Try it: Copy the line with "Task: Serialize what" and all lines following it through the last line of the entries, exactly as written.

**********

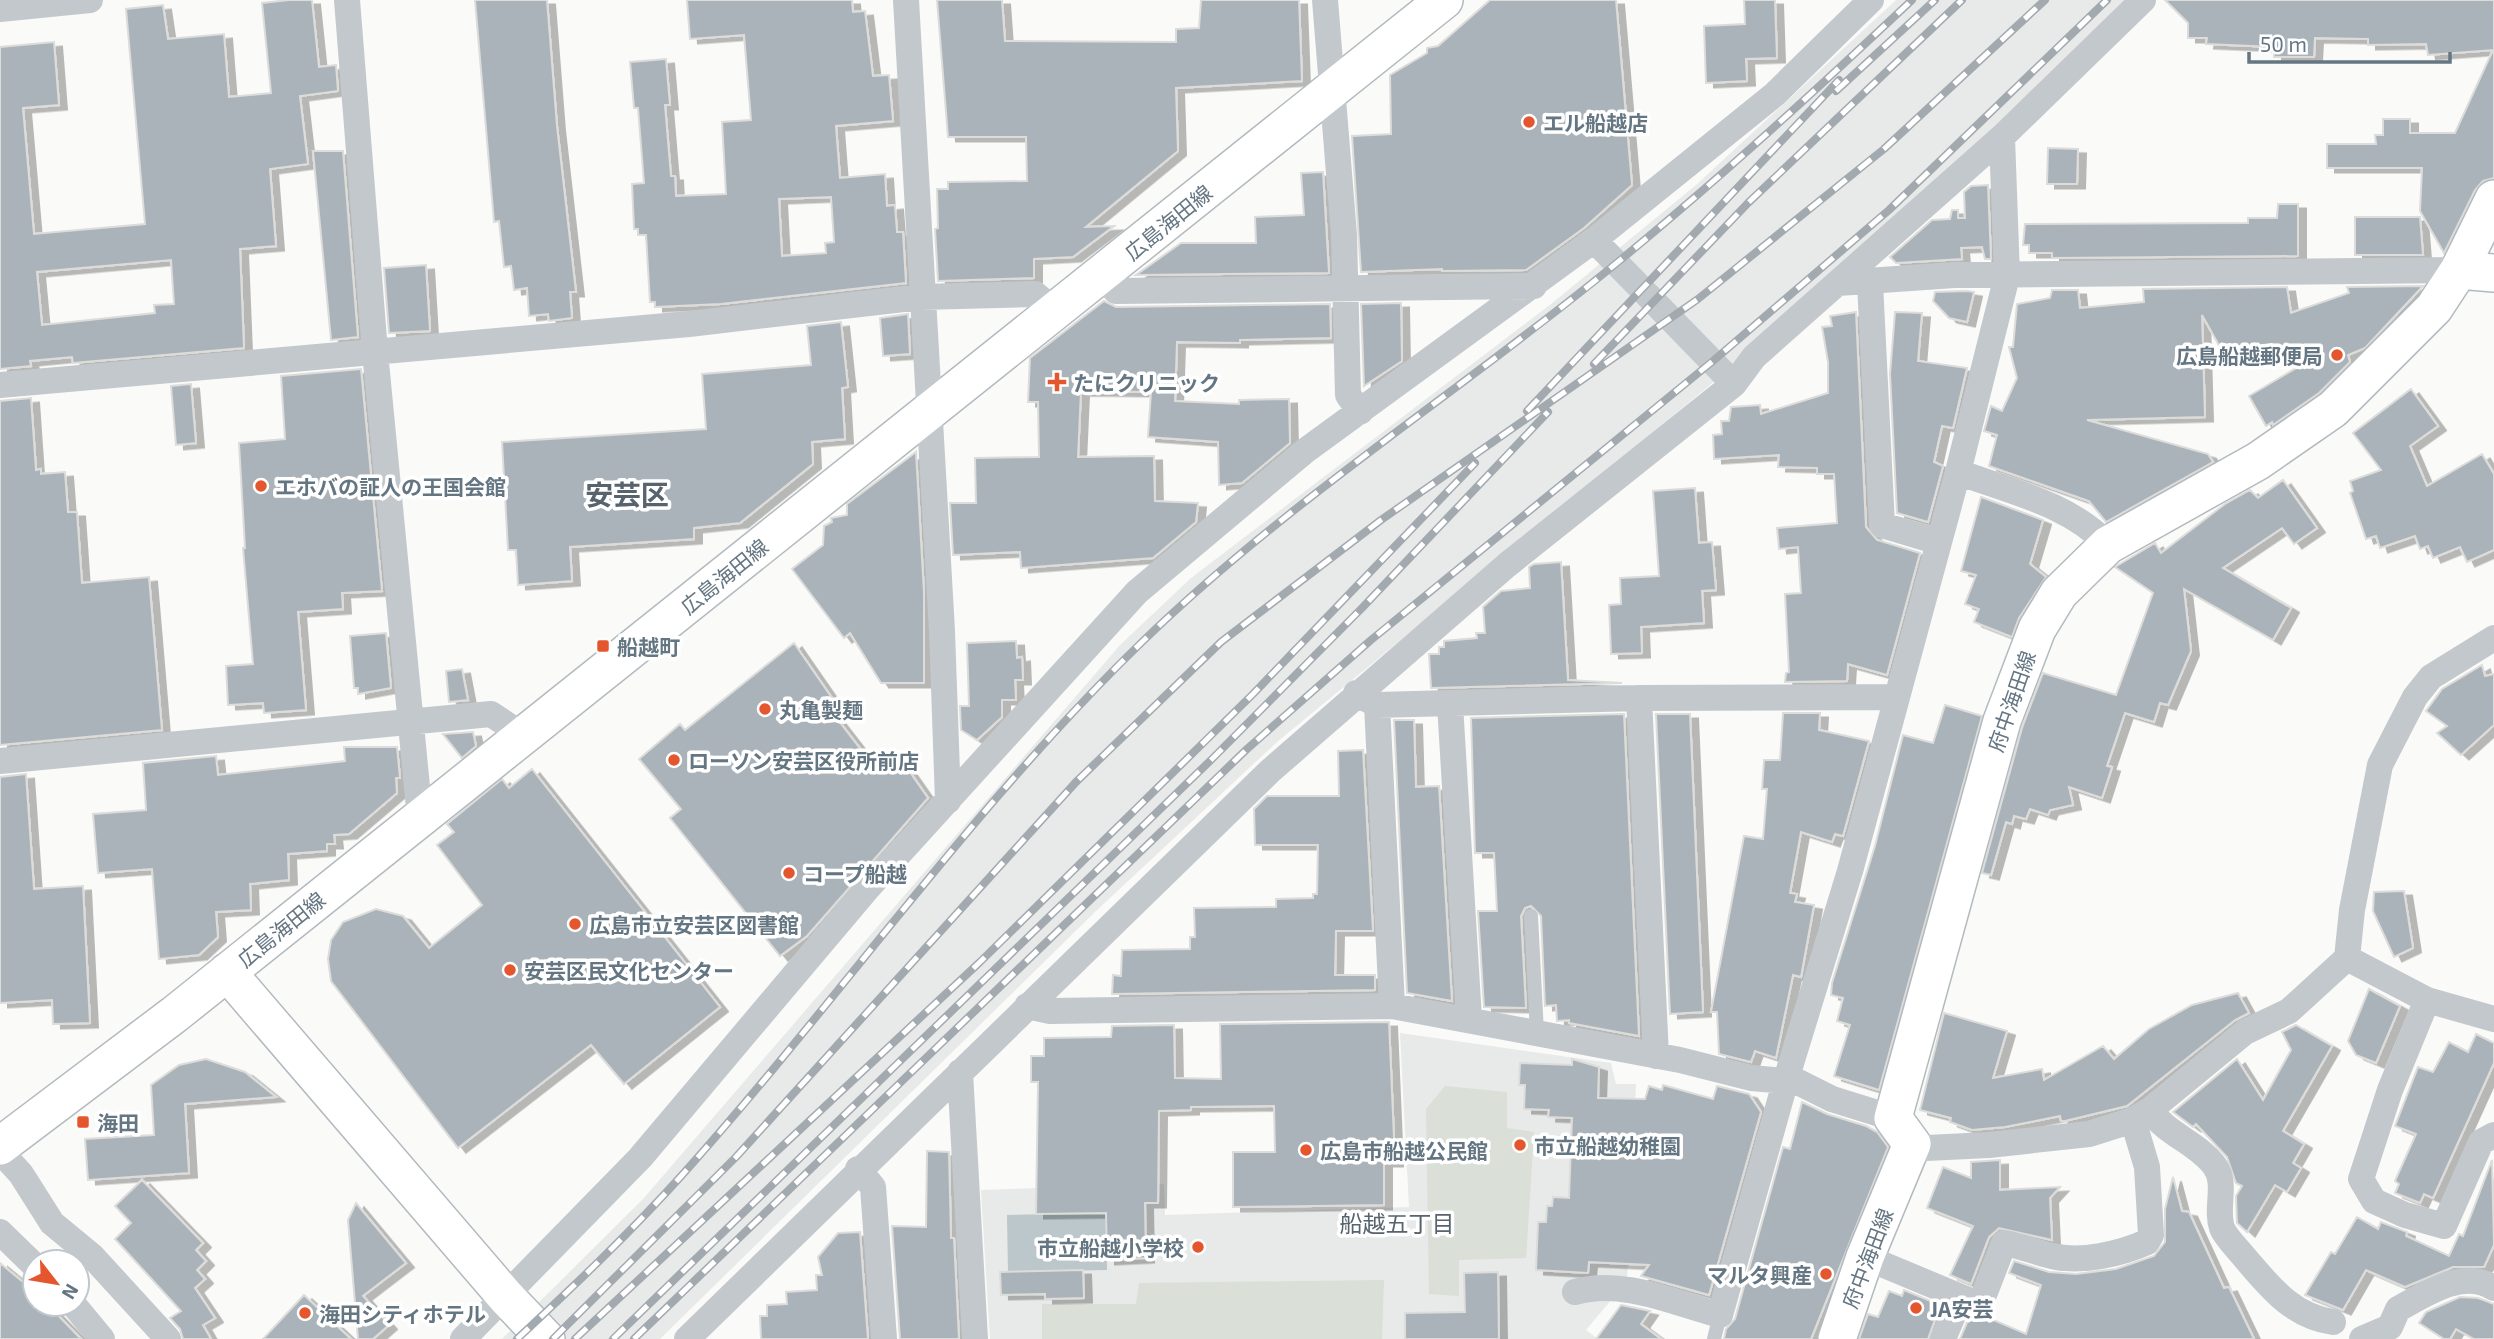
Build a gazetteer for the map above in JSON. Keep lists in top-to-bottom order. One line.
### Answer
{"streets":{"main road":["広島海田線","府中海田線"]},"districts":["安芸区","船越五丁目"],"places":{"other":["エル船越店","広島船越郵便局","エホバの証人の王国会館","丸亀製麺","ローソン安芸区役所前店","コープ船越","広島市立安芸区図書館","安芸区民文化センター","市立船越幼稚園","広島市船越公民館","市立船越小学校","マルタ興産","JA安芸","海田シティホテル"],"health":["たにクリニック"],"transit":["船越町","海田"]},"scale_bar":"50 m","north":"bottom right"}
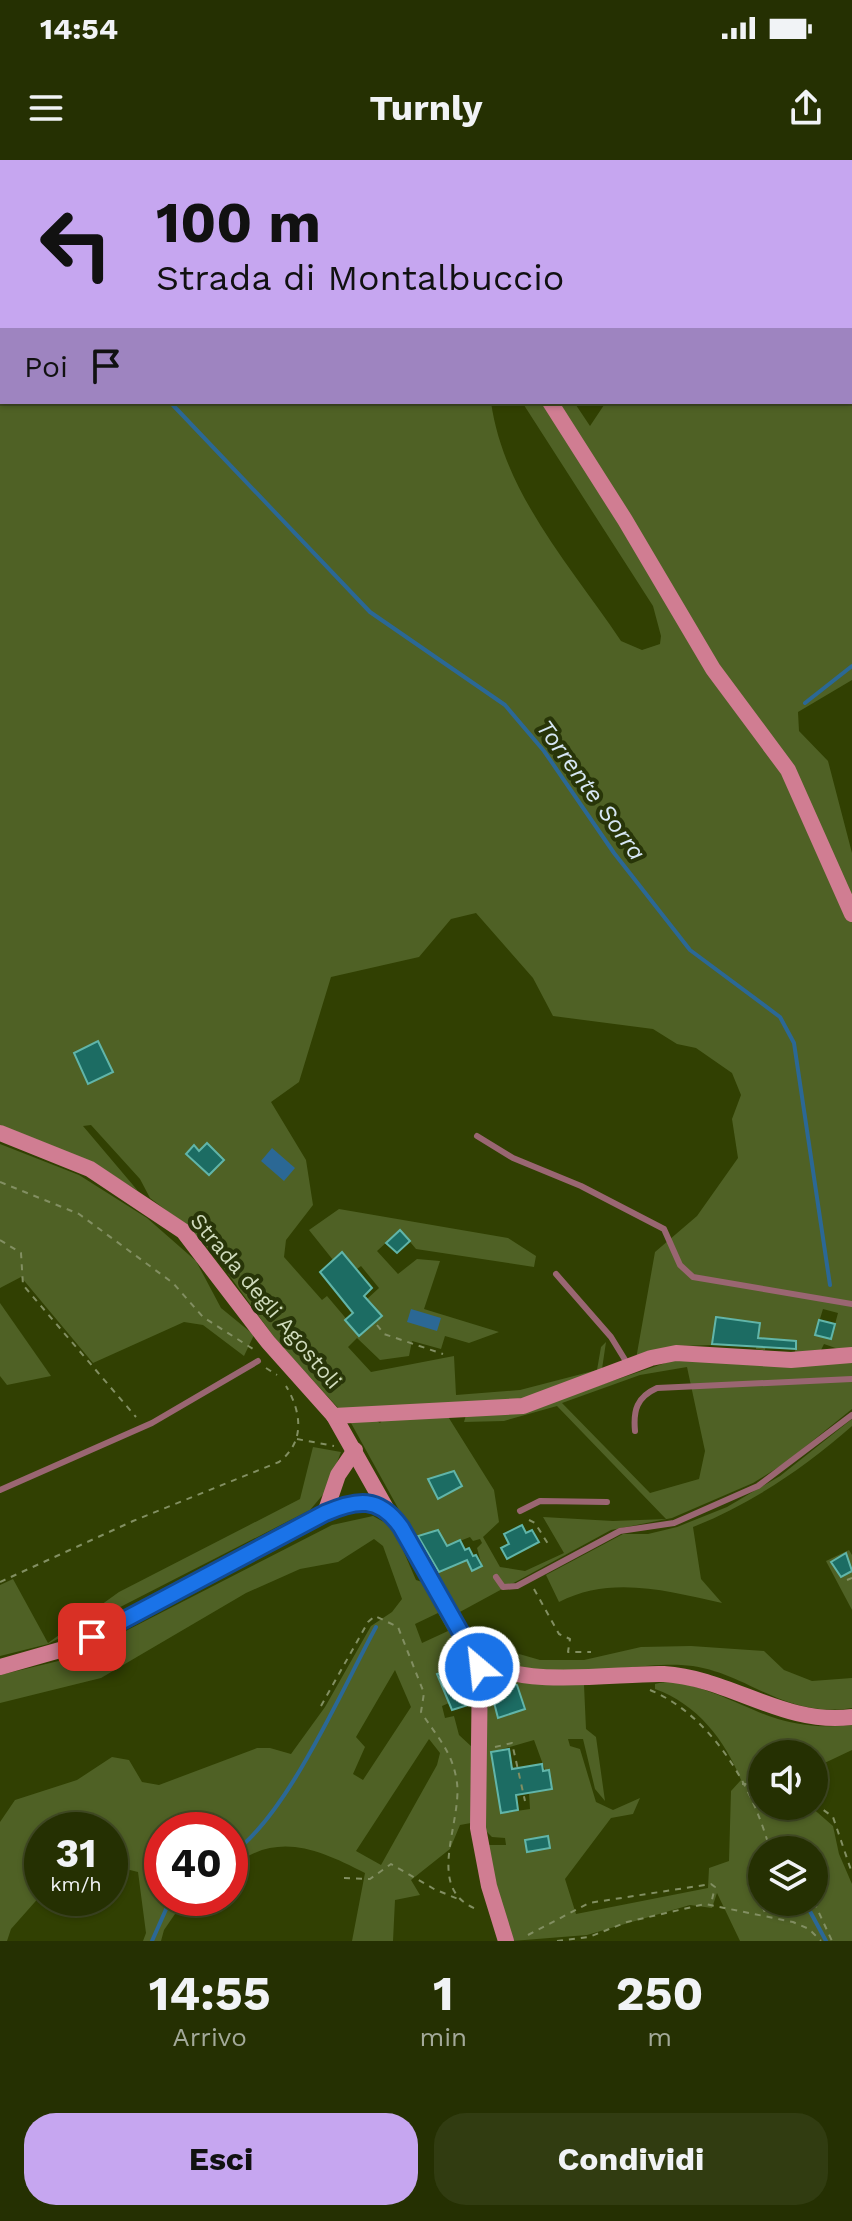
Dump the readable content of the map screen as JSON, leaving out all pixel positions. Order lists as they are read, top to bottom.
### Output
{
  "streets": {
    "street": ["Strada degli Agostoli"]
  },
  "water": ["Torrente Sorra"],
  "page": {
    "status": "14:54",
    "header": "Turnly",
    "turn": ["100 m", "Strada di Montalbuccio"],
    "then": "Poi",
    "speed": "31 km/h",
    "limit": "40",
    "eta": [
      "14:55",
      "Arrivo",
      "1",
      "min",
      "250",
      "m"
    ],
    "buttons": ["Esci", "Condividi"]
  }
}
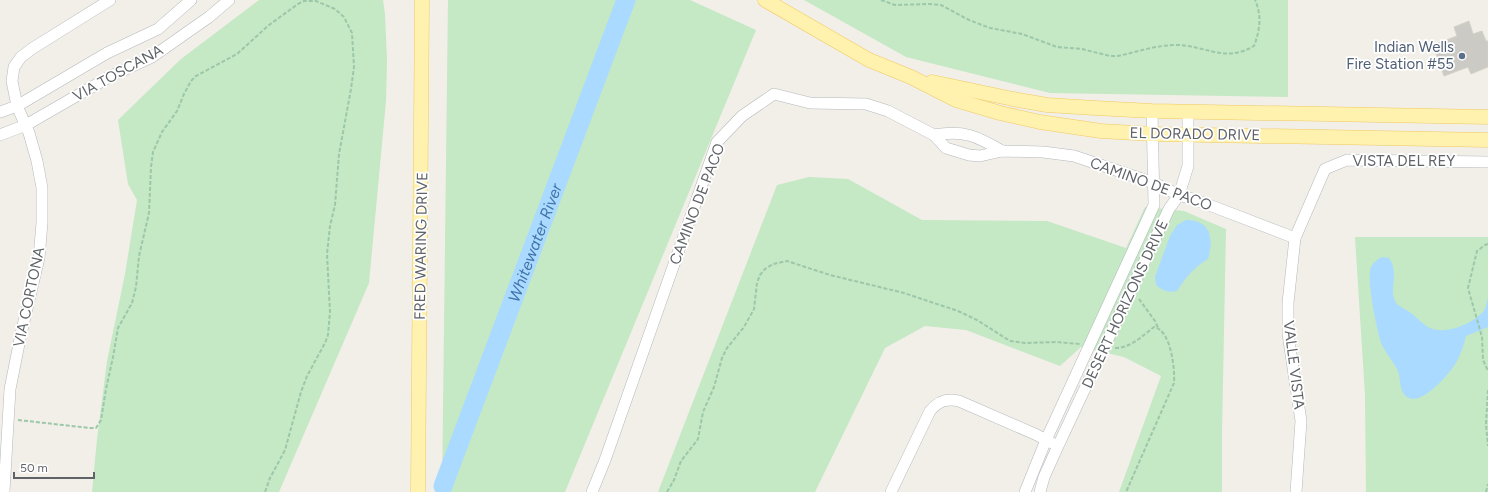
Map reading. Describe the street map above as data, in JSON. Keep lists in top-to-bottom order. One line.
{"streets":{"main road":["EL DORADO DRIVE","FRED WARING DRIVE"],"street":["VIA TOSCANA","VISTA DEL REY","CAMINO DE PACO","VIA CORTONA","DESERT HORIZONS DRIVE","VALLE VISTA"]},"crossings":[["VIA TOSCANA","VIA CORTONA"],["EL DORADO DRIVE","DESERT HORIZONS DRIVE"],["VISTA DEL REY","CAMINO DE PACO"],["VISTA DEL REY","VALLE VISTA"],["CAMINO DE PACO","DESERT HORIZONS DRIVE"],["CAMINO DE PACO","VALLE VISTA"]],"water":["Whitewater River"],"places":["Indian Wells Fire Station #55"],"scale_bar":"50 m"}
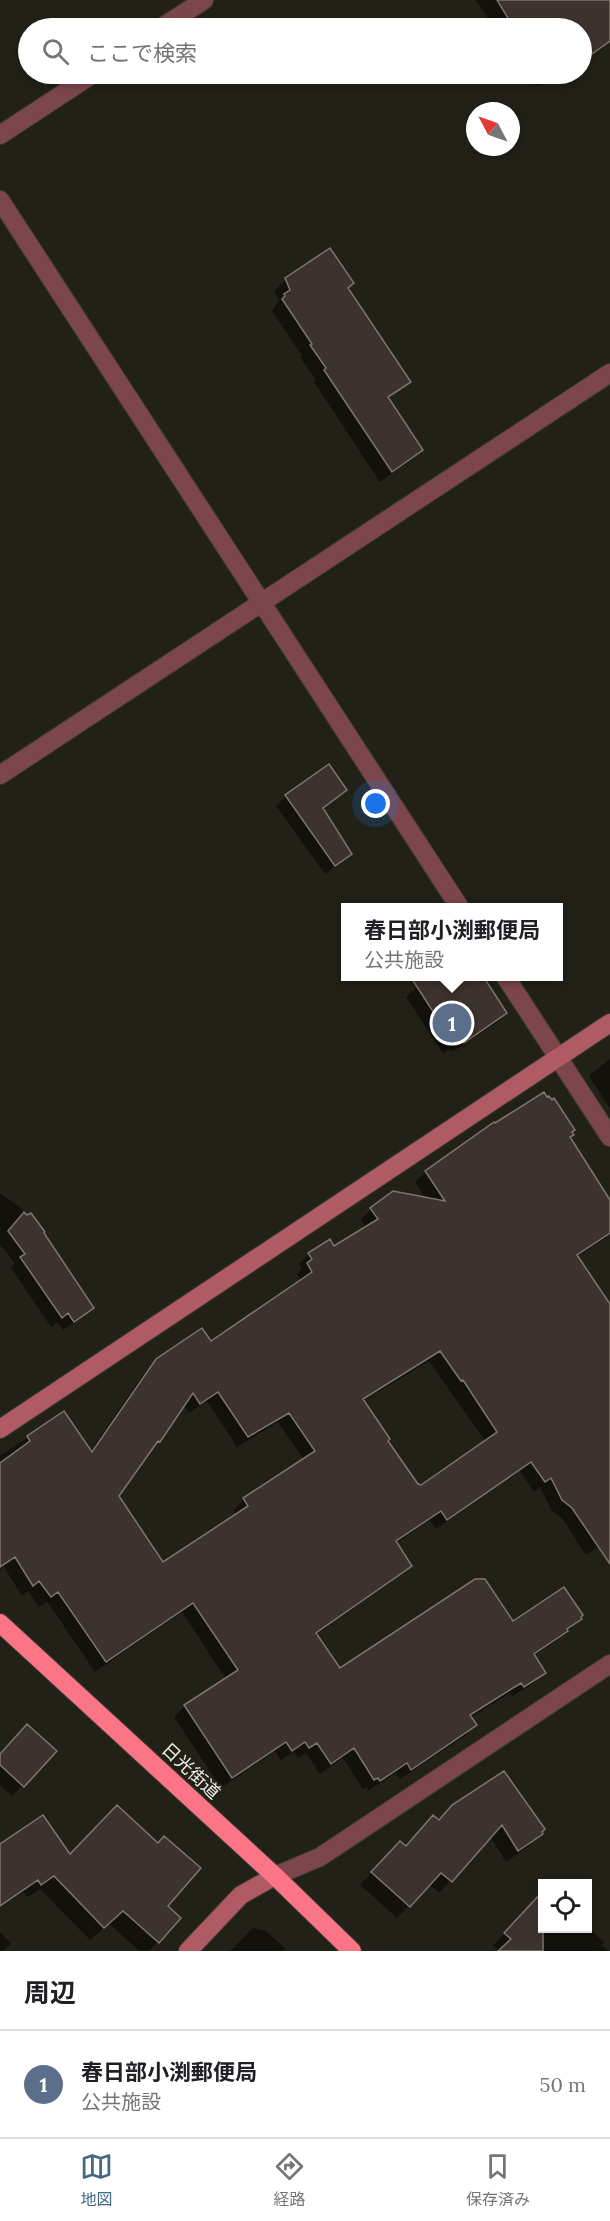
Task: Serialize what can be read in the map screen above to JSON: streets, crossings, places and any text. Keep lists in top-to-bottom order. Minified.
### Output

**********

Solved problem:
Task: Serialize what can be read in the map screen above to JSON: streets, crossings, places and any text. Keep lists in top-to-bottom order. Minified.
### Output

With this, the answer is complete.